US 12,067,491 B2
	Multi-agent reinforcement learning with matchmaking policies
David Silver, Hitchin (GB); Oriol Vinyals, London (GB); and Maxwell Elliot Jaderberg, London (GB)
Assigned to DeepMind Technologies Limited, London (GB)
Filed by DeepMind Technologies Limited, London (GB)
Filed on Apr. 6, 2023, as Appl. No. 18/131,567.
Application 18/131,567 is a continuation of application No. 16/752,496, filed on Jan. 24, 2020, granted, now 11,627,165.
Claims priority of provisional application 62/894,633, filed on Aug. 30, 2019.
Claims priority of provisional application 62/796,567, filed on Jan. 24, 2019.
Prior Publication US 2023/0244936 A1, Aug. 3, 2023
This patent is subject to a terminal disclaimer.
Int. Cl. G06N 20/00 (2019.01); G06F 18/214 (2023.01); G06N 3/08 (2023.01); H04L 9/40 (2022.01)

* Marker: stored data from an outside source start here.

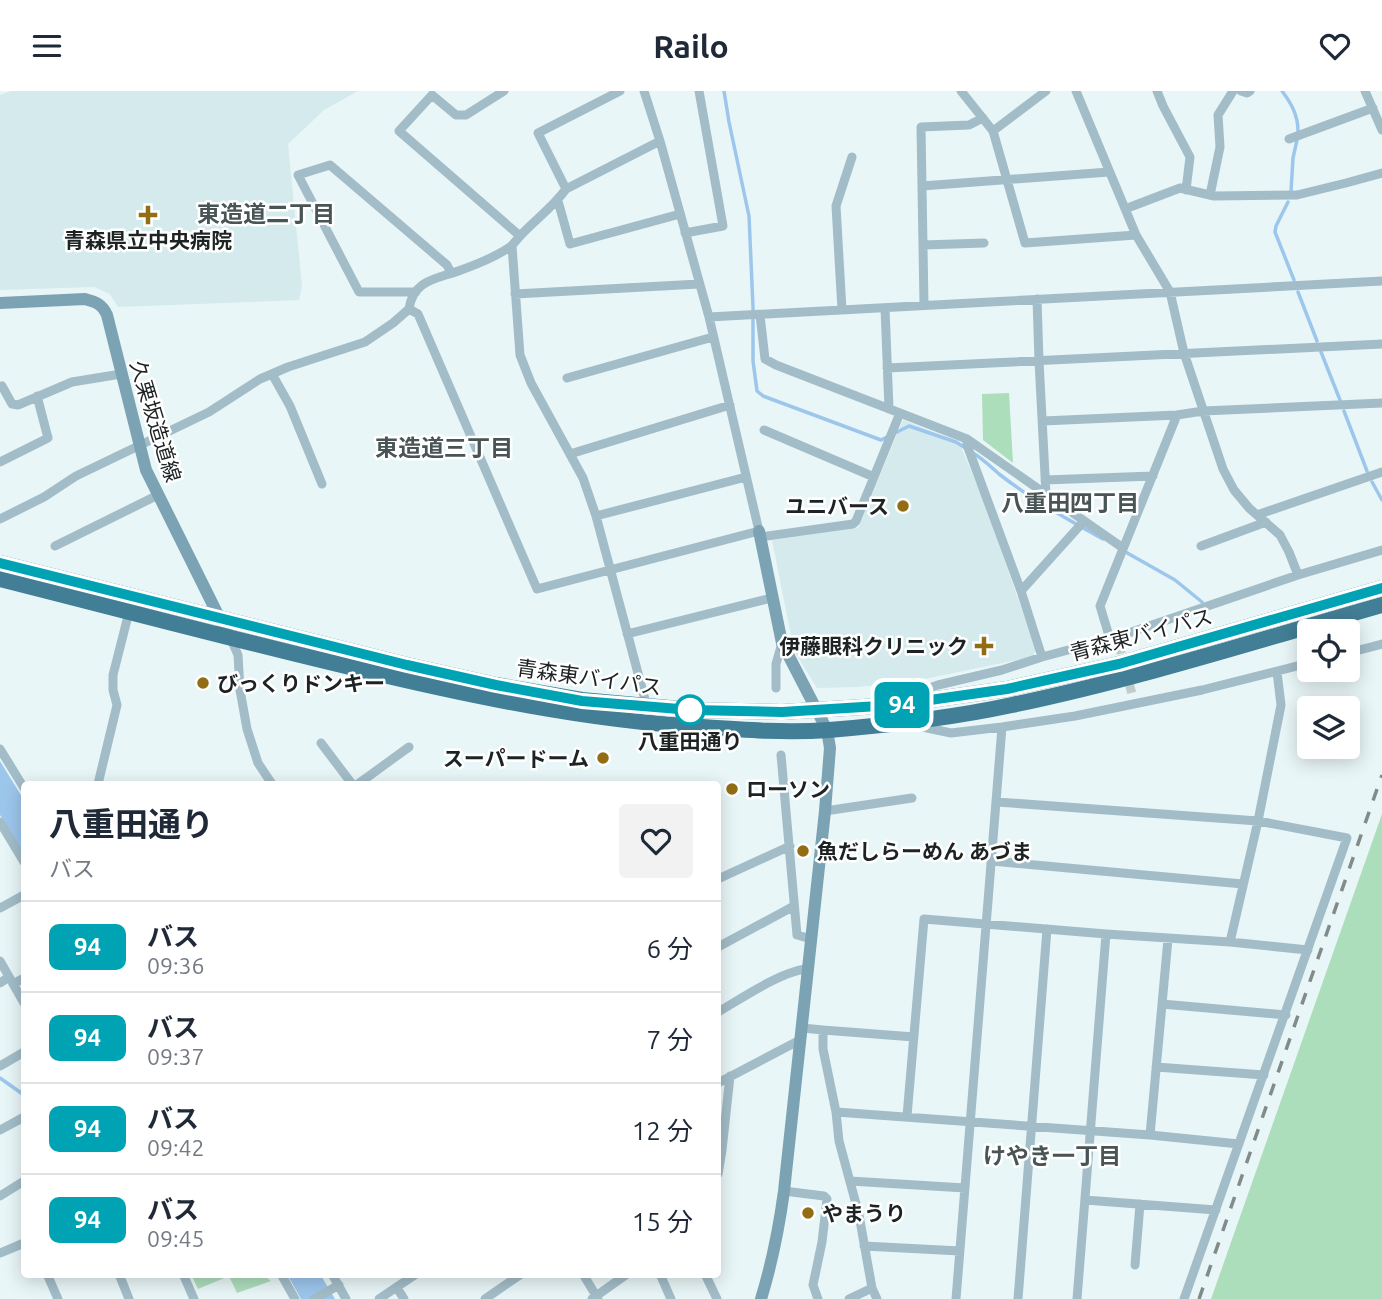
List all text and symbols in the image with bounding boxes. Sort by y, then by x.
icon: menu [28,27,66,65]
icon: heart [1316,27,1354,65]
text: Railo [653,28,729,64]
district label: 東造道二丁目 [197,201,335,226]
marker: 青森県立中央病院 [138,205,158,225]
place label: 青森県立中央病院 [64,228,232,252]
street label: 久栗坂造道線 [126,357,186,485]
district label: 東造道三丁目 [375,435,513,460]
district label: 八重田四丁目 [1001,490,1139,515]
place label: ユニバース [785,494,889,518]
marker: ユニバース [895,498,911,514]
street label: 青森東バイパス [1067,603,1215,665]
map controls [1297,619,1360,759]
button: locate [1297,619,1360,682]
place label: 伊藤眼科クリニック [779,634,968,658]
marker: 伊藤眼科クリニック [974,636,994,656]
street label: 青森東バイパス [515,655,663,699]
place label: びっくりドンキー [217,671,385,695]
marker: びっくりドンキー [195,675,211,691]
line badge: 94 [870,682,934,728]
text: 94 [888,691,916,718]
marker: 八重田通り [675,695,705,725]
button: layers [1297,696,1360,759]
place label: 八重田通り [638,729,743,753]
place label: スーパードーム [443,746,589,770]
marker: スーパードーム [595,750,611,766]
place label: ローソン [746,777,830,801]
marker: ローソン [724,781,740,797]
button: heart [619,804,693,878]
text: 八重田通り [49,805,214,842]
place label: 魚だしらーめん あづま [817,839,1032,863]
marker: 魚だしらーめん あづま [795,843,811,859]
text: バス [49,856,95,881]
text: バス [147,922,199,951]
text: 94 [74,933,101,960]
text: 6 分 [646,934,693,963]
text: 09:36 [147,953,205,978]
text: バス [147,1013,199,1042]
text: 94 [74,1024,101,1051]
text: 7 分 [646,1025,693,1054]
text: 09:37 [147,1044,205,1069]
text: バス [147,1104,199,1133]
text: 94 [74,1115,101,1142]
text: 12 分 [632,1116,693,1145]
text: 09:42 [147,1135,205,1160]
district label: けやき一丁目 [983,1143,1121,1168]
text: バス [147,1195,199,1224]
place label: やまうり [822,1201,906,1225]
marker: やまうり [800,1205,816,1221]
text: 94 [74,1206,101,1233]
text: 15 分 [632,1207,693,1236]
text: 09:45 [147,1226,205,1251]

CPC G06N 3/08 (2013.01) [G06F 18/214 (2023.01); H04L 63/205 (2013.01)]

20 Claims

1. A method of training a policy neural network having a plurality of policy parameters and used to select actions to be performed by an agent to control the agent to perform a particular task while interacting with one or more other agents in an environment, the method comprising:

maintaining data specifying a pool of candidate action selection policies, the pool of candidate action selection policies comprising:

(i) a plurality of learner polices for controlling the agent, wherein each learner policy is defined by a respective set of adjustable policy parameters of the policy neural network that are adjusted during the training of the policy neural network, and

(ii) one or more fixed policies for controlling the agent, wherein each fixed policy is defined by a respective set of nonadjustable policy parameters that are not adjusted alongside the respective sets of adjustable policy parameters during the training of the policy neural network, and wherein during the training, at least some of actions performed by the one or more other agents are selected by using the one or more fixed policies and in accordance with the respective sets of nonadjustable policy parameters;

maintaining, for each of the learner policies, data specifying a respective matchmaking policy for the learner policy that defines a distribution over the pool of candidate action selection policies;

at each of a plurality of training iterations:

for each of one or more of the learner policies:

selecting one or more policies from the pool of candidate action selection policies using the matchmaking policy for the learner policy;

generating training data for the learner policy by causing a first agent controlled using the learner policy to perform the particular task while interacting with one or more second agents, each second agent controlled by a respective one of the selected policies; and

updating the respective set of policy parameters that define the learner policy by training the learner policy on the training data through reinforcement learning to optimize a reinforcement learning loss function for the learner policy.